One of the Great Feasts of the Church, the Annunciation of the Theotokos, typically happens during Lent. It is celebrated at about the equinox—where hours of daylight and of darkness are equal—yet in the springtime, the light is beginning to gain prominence, the Saviour is come and the darkness cannot withstand the onslaught.

The Apostle Luke narrates to us the event.

Our world would find this a very strange event because our world has rejected belief in angels and the spiritual world. Indeed, many who call themselves Christian have rejected them—”Angels are fine for moral stories, fairytales on the level of Aesop’s Fables,” they tell themselves, “but have no place in our modern understanding.” They may have reasoned: “We will be ridiculed if we believe in angels.”

But this is not the view presented in the Bible. If the Resurrection is true, if we believe that though we die we will rise again, then angels must be true. God in his mercy set angels over Creation to govern each aspect, to lead us to the Truth. But humanity, when they encountered these spiritual beings, offered them worship rather than worshipping the Creator; the nations of the Earth rejected the Creator for the sake of worshipping created beings. We know of some of these events from antiquity, written from the perspective of the “victor”—for example, the overthrow of Cronus where one of the sons of God, Zeus, usurped his father’s place.

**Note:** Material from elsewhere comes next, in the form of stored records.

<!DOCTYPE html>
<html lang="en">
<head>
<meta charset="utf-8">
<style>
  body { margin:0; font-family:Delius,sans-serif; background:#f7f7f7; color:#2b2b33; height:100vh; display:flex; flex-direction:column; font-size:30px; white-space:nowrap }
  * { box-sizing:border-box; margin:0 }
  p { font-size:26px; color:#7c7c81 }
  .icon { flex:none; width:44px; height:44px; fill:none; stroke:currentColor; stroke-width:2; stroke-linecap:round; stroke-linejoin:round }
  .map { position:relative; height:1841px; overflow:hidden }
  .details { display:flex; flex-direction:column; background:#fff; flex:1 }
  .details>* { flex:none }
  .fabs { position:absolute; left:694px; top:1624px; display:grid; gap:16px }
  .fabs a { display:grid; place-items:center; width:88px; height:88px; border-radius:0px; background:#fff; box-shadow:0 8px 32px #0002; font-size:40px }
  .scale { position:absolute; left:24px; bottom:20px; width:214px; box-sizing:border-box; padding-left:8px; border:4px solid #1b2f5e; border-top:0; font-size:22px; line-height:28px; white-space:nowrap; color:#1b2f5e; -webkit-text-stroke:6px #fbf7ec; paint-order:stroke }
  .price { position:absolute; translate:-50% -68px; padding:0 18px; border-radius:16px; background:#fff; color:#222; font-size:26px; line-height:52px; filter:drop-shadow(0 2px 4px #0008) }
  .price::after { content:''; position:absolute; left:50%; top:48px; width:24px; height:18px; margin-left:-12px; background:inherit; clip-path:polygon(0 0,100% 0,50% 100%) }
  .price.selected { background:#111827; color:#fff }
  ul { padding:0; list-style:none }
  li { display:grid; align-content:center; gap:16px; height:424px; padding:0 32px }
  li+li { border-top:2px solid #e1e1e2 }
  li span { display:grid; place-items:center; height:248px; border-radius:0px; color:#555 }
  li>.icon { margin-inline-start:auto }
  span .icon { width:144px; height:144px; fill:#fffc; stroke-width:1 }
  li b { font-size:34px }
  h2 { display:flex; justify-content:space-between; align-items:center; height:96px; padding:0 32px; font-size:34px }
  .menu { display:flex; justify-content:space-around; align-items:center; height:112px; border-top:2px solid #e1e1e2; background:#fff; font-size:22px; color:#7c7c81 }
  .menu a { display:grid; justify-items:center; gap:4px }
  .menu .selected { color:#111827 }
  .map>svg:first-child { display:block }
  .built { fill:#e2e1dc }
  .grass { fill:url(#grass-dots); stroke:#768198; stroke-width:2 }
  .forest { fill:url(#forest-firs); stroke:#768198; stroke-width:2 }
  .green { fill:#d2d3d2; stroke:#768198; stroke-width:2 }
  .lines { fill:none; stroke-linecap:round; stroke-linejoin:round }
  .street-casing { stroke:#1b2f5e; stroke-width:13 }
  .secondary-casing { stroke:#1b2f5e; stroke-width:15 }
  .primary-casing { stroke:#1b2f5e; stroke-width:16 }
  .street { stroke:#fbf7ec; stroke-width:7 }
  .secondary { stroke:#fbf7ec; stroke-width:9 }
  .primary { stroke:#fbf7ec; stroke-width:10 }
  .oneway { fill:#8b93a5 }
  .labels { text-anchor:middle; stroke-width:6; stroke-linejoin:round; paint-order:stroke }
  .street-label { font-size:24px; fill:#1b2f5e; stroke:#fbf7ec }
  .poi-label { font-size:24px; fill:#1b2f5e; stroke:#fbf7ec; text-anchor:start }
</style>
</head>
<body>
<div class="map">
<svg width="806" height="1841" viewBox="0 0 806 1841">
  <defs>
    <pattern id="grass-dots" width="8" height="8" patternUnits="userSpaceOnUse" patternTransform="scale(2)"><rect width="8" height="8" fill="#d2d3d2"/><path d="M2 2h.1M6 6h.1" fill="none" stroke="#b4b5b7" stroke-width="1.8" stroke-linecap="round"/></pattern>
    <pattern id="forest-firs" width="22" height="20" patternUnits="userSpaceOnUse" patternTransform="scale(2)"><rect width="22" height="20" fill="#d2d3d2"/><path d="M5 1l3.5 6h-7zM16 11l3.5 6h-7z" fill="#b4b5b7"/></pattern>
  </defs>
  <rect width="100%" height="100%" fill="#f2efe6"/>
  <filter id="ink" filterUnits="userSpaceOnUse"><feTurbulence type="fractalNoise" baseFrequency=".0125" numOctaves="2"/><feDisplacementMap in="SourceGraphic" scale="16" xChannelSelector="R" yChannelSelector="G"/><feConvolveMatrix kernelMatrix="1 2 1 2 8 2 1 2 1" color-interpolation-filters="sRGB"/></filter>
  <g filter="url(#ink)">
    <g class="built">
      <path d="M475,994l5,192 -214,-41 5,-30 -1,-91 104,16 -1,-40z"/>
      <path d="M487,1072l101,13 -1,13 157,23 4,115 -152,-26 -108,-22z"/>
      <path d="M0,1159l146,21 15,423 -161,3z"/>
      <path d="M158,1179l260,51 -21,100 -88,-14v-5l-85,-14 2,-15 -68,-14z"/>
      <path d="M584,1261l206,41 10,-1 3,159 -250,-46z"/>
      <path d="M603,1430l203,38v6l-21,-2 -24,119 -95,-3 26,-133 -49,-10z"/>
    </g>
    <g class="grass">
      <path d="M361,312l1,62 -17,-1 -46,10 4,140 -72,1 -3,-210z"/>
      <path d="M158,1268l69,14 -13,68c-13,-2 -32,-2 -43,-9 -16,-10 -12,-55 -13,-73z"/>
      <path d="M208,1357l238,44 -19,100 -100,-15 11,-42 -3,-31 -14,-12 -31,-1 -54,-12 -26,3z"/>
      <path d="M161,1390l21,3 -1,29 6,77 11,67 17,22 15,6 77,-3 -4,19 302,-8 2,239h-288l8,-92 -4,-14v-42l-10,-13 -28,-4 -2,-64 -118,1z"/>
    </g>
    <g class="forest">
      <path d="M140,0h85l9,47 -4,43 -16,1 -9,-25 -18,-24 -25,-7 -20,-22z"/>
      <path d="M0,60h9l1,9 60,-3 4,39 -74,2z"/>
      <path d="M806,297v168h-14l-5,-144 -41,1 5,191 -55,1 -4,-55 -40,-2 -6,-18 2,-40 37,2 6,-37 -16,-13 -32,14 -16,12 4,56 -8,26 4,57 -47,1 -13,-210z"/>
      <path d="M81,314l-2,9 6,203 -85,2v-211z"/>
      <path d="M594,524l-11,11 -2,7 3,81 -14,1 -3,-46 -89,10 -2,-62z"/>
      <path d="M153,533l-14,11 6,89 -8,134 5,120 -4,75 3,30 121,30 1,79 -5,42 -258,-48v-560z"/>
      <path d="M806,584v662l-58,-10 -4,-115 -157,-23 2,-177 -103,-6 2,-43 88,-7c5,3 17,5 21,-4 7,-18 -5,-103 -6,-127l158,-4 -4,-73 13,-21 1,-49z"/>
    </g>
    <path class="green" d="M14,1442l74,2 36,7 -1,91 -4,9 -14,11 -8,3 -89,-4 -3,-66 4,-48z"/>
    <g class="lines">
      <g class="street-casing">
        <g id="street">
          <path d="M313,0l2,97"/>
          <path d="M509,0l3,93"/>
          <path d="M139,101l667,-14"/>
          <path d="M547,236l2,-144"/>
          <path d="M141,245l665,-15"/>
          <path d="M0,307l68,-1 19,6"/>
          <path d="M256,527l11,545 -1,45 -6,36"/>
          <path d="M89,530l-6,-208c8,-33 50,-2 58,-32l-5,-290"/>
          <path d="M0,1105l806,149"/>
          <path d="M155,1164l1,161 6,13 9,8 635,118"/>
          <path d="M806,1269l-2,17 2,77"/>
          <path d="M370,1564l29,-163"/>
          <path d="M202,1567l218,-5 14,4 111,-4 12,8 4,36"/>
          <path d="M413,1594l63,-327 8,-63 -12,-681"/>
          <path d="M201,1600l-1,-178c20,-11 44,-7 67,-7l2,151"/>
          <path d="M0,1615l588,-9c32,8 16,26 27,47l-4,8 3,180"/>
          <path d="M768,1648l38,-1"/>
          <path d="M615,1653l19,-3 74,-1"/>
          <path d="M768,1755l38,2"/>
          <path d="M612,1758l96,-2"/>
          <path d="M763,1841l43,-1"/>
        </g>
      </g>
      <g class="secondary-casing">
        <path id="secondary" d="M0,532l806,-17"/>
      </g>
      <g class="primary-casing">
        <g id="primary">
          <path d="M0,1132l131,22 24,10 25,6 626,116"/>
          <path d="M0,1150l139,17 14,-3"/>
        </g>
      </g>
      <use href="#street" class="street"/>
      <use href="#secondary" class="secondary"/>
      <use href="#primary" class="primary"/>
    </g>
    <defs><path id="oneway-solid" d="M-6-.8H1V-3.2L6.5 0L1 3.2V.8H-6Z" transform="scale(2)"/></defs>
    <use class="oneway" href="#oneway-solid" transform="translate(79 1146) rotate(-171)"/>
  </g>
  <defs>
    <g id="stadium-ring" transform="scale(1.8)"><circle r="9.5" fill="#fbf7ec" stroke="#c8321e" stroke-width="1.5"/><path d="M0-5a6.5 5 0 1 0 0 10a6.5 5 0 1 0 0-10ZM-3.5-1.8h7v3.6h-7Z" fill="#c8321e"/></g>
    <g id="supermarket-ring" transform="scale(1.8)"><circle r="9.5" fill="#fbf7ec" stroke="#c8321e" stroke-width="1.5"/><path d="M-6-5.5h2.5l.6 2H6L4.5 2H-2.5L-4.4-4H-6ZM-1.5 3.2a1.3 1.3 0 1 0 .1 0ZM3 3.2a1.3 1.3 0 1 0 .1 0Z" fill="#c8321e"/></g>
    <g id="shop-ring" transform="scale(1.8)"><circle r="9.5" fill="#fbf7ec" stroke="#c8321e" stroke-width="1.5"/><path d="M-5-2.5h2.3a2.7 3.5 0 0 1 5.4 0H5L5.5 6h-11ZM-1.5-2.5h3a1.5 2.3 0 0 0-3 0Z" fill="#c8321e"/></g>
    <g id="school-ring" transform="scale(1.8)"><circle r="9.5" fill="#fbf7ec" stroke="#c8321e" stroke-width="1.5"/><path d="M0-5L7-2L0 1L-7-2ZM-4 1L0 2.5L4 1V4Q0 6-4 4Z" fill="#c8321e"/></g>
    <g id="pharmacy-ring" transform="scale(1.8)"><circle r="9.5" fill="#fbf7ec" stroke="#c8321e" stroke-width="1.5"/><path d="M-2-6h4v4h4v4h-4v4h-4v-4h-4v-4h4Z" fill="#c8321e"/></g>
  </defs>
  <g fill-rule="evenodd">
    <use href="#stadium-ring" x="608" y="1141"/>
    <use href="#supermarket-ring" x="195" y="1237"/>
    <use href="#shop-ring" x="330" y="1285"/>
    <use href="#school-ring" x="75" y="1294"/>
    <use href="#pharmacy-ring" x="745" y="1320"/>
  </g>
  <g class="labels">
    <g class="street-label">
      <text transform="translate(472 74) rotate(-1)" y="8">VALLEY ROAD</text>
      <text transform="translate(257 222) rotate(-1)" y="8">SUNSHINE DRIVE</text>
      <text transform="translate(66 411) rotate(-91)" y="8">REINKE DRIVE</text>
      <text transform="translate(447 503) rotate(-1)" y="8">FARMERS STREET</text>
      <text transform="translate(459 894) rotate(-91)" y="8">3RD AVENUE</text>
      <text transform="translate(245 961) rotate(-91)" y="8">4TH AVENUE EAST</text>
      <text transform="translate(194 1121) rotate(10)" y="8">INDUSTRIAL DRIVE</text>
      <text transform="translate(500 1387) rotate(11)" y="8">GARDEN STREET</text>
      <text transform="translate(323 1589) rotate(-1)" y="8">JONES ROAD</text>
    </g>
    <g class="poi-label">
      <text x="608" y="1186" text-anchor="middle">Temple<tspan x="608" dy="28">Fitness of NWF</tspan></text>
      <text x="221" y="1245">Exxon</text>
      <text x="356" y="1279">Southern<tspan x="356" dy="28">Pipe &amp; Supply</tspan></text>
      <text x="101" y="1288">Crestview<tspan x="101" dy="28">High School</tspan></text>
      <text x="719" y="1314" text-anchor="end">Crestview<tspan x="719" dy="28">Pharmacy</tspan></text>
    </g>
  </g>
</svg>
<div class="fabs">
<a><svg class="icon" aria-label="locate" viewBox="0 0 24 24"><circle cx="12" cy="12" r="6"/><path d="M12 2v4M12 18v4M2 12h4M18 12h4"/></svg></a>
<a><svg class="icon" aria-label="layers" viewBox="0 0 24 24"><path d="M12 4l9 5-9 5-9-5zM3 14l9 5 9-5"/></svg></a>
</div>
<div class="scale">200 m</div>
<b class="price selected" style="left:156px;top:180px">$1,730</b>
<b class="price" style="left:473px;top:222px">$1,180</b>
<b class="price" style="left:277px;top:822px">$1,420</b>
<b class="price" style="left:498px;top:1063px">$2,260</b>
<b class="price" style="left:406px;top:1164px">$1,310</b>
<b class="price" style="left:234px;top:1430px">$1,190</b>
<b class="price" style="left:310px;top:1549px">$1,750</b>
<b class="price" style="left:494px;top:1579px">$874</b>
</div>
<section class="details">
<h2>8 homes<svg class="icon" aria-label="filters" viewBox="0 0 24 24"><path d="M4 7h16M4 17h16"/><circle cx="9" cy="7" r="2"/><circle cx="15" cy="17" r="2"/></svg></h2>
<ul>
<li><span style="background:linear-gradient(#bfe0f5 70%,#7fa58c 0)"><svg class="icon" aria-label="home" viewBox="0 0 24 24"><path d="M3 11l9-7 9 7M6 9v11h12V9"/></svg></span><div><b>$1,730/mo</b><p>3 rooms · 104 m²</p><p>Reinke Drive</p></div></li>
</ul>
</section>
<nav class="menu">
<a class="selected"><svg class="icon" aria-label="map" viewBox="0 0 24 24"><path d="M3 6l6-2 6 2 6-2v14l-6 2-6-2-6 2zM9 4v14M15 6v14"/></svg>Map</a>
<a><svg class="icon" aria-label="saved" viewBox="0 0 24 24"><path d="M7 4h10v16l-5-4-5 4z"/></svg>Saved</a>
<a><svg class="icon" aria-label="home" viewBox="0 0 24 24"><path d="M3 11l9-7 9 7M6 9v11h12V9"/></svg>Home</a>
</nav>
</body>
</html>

Yet God, in his love for us, did not forsake us: he was able to find one who would offer worship to God and not to creatures, Abraham. And from Abraham came Isaac, and from Isaac Jacob, and from Jacob came the Twelve Patriarchs and a new nation who was called to remain faithful. And out of this new nation came one who could say in all purity and holiness to the Archangel, “Behold, I am the handmaid of the Lord; let it be to me according to your word.”

My dear brothers and sisters, the Theotokos was not shocked to see an angel before her: she knew of their existence and of the existence of demons also. And by her word the Word became human that we might become divine. Pray that we too may be aware of angels and demons that we may ask the prayers of the former and contend against the latter.